To do:
Please go line by line through the material and copy each one containing the word "places".

*** Records to use Section Begins ***

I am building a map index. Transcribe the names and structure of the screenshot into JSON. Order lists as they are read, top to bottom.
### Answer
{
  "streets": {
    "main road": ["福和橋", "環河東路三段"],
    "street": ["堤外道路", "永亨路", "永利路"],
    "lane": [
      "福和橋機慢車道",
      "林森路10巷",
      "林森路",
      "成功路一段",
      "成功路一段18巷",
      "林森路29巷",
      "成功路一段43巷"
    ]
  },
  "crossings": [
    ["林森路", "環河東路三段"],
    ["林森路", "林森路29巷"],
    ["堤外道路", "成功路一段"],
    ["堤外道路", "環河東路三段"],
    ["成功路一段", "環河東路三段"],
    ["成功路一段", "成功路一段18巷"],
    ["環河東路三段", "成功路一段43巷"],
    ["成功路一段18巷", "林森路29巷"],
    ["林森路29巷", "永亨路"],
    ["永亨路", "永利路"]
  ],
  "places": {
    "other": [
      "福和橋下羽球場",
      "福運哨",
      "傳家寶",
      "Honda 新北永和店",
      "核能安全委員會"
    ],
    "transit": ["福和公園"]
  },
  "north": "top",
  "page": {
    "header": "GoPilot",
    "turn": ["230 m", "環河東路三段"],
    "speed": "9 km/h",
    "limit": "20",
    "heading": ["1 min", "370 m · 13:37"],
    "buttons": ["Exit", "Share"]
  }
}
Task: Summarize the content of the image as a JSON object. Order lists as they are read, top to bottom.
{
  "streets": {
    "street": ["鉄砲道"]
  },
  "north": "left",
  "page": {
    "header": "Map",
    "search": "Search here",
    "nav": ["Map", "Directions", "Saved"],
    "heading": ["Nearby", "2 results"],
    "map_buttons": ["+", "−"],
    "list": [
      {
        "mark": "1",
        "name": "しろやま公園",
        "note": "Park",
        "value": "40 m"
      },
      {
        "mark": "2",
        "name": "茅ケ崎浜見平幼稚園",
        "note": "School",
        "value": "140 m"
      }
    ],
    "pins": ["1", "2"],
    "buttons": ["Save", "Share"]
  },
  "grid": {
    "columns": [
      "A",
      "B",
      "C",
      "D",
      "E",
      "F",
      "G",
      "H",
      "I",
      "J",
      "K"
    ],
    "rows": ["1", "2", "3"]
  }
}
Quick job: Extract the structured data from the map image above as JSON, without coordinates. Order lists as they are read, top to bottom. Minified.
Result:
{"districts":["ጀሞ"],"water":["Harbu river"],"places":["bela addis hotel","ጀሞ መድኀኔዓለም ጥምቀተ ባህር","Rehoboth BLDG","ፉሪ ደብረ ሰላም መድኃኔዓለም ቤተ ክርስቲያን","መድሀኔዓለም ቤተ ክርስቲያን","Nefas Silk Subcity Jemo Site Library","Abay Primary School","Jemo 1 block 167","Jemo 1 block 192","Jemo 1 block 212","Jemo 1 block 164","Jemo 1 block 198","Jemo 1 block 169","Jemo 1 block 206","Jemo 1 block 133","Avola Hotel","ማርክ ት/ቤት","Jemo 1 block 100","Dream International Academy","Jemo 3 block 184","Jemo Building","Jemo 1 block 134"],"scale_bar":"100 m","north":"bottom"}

*** Records to use Section Ends ***

Solution to this exercise:
  "places": {
{"districts":["ጀሞ"],"water":["Harbu river"],"places":["bela addis hotel","ጀሞ መድኀኔዓለም ጥምቀተ ባህር","Rehoboth BLDG","ፉሪ ደብረ ሰላም መድኃኔዓለም ቤተ ክርስቲያን","መድሀኔዓለም ቤተ ክርስቲያን","Nefas Silk Subcity Jemo Site Library","Abay Primary School","Jemo 1 block 167","Jemo 1 block 192","Jemo 1 block 212","Jemo 1 block 164","Jemo 1 block 198","Jemo 1 block 169","Jemo 1 block 206","Jemo 1 block 133","Avola Hotel","ማርክ ት/ቤት","Jemo 1 block 100","Dream International Academy","Jemo 3 block 184","Jemo Building","Jemo 1 block 134"],"scale_bar":"100 m","north":"bottom"}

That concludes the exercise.